I’m being made to feel guilty…
Well, I’m not. Not being made to feel guilty. But I do feel guilty sometimes. I will explain why. As is probably pretty clear from this site, I read a lot about breastfeeding. I think about it a fair bit - things will occur to me when I’m commuting to work, so I have a notebook with copious scrawled jottings, “do something about BFN Drugline; remember to look up thing about tongue tie; check statistics for exclusive bf in Norway; order report from Baby Milk Action; etc, etc”.
So, even though I haven’t had any formal training as such, I do feel pretty well-informed about infant feeding.
My problem comes when someone asks me about it and someone overhears, tuts, sighs and gives me a lecture about making women who couldn’t breastfeed feel guilty. I used to go for this and believe it was a valid point, but the more I think about it, the less logical it seems. And I know, where feelings are concerned logic often takes a back seat, but hear me out.
First of all, readers of this blog or those who know me from elsewhere know that I’m not unkind, I don’t want to make anyone feel guilty and I would never knowingly say something hurtful. But I’ll be damned if I stop talking about breastfeeding (especially when I’m asked outright!) just because it “might” make women feel guilty.

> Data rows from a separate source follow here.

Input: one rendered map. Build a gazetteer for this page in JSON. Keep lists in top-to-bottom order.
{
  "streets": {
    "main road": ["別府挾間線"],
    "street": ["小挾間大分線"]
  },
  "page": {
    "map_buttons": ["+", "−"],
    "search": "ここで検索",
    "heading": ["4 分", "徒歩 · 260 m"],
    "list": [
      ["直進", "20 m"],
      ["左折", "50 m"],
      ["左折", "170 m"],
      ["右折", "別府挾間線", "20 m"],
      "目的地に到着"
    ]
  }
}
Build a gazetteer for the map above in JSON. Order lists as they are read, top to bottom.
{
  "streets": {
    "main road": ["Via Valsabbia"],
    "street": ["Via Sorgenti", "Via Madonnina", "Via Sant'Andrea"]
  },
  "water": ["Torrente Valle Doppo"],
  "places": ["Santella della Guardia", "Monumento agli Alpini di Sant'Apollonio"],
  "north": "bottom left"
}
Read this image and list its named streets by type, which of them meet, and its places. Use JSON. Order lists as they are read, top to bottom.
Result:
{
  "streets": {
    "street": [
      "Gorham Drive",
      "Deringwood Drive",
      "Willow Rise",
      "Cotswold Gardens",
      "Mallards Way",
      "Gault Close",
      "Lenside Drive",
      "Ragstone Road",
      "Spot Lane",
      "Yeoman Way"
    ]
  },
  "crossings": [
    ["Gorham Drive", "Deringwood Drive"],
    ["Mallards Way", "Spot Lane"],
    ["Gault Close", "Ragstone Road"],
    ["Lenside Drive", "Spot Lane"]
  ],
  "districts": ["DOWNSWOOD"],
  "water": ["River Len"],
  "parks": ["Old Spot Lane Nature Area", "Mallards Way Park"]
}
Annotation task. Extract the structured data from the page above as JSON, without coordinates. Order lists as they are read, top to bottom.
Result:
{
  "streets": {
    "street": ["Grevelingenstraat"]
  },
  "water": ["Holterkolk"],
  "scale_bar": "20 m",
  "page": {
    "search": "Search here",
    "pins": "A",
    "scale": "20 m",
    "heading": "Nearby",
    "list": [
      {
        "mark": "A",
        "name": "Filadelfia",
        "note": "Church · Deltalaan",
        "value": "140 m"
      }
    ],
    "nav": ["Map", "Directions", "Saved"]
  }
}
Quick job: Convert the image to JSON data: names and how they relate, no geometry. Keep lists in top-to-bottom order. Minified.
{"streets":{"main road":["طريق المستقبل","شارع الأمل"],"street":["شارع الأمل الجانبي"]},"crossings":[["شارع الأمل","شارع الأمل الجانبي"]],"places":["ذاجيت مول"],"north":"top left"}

I’d like to unpick the guilt thing, if I may. Why would women feel guilty about their infant feeding experience? Because they were 100% happy with their decision? Because they had total free choice to make it? Or because they aren’t actually all that happy about being told how wonderful breastfeeding was whilst they were pregnant and deciding that that was what they wanted to do, only to be left to fend for themselves once the baby was born by health professionals who hadn’t much of a clue how to support breastfeeding? I’d say the latter is the more common situation - women forced into formula feeding against their wishes.
How do we alter this for the future? Is it really best not to talk about it in case we make the women who can’t change their own experience feel guilty? Without the benefit of a time machine, we’re unable to alter the past - but we can make things better for the future. It may well be that discussion about how best to encourage and support breastfeeding for future mothers does make some women feel uncomfortable. But unless we do something about it now, women will go on having dreadful experiences of breastfeeding, which is surely not a situation anybody wants? Except, perhaps formula manufacturers - they use the “don’t make women feel guilty” line as a key marketing strategy to stifle debate around infant feeding. Please don’t buy into repeating it - it does a very great disservice to women.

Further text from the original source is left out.